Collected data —
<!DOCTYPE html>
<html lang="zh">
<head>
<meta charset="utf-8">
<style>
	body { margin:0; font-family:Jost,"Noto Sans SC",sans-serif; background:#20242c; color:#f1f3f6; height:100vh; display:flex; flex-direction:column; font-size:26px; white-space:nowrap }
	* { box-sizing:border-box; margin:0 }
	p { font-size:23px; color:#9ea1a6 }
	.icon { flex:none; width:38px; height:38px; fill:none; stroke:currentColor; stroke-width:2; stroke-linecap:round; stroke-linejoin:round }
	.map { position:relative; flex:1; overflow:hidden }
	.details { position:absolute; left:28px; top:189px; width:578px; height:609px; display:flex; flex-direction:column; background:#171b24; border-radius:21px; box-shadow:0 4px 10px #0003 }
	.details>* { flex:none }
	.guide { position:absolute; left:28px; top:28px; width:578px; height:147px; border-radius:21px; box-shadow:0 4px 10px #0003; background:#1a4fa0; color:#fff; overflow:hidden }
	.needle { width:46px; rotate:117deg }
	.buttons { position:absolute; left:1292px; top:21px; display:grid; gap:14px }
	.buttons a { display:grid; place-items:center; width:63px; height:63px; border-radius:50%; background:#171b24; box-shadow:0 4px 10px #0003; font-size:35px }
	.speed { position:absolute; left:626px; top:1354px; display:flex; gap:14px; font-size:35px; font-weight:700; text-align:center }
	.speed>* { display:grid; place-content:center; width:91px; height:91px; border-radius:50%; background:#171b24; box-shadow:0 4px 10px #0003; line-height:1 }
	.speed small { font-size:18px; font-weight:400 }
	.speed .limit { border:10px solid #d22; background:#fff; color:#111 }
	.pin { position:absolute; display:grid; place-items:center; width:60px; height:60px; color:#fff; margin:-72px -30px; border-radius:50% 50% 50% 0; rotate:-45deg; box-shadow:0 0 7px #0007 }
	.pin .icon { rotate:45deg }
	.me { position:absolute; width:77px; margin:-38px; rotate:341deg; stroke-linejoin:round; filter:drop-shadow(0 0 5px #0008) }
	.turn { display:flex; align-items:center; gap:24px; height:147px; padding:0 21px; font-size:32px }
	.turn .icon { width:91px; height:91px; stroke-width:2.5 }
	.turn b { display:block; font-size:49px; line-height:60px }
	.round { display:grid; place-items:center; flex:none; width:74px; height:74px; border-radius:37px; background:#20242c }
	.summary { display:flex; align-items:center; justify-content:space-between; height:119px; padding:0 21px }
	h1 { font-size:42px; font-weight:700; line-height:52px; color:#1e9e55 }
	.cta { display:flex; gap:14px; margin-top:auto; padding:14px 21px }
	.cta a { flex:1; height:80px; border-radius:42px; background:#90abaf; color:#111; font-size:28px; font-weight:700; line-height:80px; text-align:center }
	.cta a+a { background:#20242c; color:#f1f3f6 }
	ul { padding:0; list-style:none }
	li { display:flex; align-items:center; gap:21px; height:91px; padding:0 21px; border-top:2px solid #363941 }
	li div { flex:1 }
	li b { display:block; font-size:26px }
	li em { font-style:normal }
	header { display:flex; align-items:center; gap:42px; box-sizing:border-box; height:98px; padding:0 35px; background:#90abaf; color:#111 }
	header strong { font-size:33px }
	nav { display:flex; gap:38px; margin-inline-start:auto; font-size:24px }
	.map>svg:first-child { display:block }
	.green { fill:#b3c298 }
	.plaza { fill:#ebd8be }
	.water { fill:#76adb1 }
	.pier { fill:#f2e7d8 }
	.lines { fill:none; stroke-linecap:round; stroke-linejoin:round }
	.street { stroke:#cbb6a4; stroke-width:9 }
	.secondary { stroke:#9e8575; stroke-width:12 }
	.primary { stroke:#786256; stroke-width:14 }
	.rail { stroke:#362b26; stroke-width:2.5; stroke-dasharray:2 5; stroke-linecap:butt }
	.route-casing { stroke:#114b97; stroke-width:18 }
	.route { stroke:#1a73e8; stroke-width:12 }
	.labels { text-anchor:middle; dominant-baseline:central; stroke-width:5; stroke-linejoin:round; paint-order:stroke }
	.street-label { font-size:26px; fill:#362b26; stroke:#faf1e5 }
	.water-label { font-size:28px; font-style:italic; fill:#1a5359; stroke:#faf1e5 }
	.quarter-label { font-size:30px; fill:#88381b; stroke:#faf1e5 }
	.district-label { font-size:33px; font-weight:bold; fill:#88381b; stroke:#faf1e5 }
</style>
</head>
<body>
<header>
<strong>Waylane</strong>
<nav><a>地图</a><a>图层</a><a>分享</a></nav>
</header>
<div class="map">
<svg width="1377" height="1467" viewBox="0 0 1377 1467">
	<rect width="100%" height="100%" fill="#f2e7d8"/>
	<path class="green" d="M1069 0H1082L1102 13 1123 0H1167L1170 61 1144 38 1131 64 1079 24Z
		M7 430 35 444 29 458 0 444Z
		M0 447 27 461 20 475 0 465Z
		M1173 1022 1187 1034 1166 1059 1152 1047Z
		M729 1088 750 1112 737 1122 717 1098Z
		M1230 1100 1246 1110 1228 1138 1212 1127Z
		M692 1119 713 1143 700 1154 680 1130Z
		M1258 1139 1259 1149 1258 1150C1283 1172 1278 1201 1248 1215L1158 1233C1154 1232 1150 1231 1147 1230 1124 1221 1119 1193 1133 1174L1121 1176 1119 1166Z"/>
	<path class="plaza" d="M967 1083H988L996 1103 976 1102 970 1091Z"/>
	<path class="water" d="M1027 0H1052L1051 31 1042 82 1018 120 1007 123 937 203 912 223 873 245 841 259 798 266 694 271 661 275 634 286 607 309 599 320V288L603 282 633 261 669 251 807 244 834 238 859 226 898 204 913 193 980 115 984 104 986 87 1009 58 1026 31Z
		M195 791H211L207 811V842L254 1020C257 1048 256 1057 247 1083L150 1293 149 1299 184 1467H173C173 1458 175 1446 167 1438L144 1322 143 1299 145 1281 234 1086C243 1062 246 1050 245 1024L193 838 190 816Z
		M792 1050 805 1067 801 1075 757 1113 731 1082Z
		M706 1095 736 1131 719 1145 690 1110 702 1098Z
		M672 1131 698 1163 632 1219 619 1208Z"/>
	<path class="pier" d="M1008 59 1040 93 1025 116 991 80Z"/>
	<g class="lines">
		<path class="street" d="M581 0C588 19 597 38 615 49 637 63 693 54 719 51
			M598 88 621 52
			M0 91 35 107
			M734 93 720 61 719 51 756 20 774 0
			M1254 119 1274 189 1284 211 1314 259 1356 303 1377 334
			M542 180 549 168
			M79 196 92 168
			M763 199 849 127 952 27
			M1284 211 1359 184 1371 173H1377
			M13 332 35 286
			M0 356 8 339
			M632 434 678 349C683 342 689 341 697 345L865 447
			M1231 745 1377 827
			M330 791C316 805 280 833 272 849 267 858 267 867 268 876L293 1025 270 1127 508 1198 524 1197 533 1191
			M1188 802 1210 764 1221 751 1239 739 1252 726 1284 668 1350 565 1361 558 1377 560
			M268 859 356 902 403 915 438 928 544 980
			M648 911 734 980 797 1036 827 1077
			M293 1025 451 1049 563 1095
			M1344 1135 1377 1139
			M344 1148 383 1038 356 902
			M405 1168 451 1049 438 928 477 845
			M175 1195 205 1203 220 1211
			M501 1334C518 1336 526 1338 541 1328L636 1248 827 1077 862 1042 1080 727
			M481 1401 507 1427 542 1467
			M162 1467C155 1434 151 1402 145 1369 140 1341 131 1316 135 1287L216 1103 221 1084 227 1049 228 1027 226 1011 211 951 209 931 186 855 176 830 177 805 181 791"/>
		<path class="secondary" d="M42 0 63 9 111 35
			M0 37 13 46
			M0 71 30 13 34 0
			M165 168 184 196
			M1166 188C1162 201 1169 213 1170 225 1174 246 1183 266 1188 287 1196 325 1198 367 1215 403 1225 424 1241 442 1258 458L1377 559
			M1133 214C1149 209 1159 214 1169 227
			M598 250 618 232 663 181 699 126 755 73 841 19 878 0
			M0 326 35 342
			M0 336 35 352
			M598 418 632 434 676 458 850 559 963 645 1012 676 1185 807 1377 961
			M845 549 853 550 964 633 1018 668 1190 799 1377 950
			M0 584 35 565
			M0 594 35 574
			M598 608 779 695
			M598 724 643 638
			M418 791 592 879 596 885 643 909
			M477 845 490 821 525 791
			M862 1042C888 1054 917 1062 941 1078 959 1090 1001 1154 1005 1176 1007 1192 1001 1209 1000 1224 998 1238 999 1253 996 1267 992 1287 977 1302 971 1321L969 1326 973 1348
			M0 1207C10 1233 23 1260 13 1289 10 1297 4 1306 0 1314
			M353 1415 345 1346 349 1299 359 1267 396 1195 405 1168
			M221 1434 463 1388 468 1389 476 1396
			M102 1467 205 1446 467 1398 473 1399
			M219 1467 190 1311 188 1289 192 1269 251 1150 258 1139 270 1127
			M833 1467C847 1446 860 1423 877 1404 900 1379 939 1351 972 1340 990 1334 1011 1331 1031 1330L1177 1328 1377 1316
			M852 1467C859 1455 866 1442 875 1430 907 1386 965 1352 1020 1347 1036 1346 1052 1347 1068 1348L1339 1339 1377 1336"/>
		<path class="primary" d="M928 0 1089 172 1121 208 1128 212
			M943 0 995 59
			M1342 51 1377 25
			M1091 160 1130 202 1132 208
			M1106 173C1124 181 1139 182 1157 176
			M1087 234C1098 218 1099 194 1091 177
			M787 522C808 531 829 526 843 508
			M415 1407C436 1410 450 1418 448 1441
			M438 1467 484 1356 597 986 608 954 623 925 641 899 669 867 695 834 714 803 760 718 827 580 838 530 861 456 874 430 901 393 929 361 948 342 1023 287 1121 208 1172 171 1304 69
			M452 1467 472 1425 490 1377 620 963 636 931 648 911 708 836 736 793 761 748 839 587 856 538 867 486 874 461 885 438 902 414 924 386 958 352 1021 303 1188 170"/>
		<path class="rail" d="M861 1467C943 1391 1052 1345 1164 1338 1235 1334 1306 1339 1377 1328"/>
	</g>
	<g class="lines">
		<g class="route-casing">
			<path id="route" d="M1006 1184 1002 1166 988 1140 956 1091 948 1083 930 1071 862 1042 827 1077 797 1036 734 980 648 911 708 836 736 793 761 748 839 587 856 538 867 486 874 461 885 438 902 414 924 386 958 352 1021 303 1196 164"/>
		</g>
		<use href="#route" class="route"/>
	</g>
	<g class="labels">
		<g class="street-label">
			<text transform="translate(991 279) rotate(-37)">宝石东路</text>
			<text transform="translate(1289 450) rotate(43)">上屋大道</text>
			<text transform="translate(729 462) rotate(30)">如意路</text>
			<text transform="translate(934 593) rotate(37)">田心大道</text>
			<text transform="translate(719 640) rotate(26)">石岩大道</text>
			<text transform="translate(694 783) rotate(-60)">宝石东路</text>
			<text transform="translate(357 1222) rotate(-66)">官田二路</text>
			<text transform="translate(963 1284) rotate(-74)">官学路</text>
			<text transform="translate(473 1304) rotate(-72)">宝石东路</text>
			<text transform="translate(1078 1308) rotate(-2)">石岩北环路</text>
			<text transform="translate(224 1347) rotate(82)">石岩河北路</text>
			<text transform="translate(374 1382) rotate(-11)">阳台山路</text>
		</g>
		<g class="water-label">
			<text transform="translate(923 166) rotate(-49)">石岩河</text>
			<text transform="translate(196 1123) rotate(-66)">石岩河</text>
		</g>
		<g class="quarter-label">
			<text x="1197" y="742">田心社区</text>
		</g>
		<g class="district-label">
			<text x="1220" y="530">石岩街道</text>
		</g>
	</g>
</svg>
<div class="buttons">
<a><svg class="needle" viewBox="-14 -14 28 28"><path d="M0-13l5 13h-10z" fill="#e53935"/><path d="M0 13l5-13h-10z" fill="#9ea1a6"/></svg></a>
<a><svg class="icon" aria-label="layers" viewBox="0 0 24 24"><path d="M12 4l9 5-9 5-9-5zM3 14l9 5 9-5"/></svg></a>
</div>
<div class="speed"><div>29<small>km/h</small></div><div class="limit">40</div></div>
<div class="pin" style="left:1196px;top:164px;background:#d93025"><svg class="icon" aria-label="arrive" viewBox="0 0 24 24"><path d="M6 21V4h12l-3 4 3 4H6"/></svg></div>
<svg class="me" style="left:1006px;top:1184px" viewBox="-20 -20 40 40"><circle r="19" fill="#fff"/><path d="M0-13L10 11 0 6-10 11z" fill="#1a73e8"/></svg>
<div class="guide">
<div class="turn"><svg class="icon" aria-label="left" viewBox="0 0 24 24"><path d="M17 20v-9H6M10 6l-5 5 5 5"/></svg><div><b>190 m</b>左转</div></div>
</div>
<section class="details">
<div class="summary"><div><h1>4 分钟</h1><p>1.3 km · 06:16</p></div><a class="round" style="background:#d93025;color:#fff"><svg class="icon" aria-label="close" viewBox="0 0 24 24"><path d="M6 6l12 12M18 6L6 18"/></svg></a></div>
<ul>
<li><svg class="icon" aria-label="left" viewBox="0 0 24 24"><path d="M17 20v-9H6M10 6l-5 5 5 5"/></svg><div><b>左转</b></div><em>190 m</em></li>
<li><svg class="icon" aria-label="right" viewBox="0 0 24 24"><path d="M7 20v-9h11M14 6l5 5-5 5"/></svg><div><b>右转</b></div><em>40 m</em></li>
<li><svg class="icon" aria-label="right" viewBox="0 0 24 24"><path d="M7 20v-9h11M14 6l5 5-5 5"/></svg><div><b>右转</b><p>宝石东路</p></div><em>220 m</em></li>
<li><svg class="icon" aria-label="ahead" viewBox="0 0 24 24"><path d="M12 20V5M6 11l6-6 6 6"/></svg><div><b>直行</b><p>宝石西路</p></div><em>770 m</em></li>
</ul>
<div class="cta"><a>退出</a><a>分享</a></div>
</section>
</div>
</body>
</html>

Task item — Lines with the word "speed": report how many there are in the entries, as a bare number.

Response — 5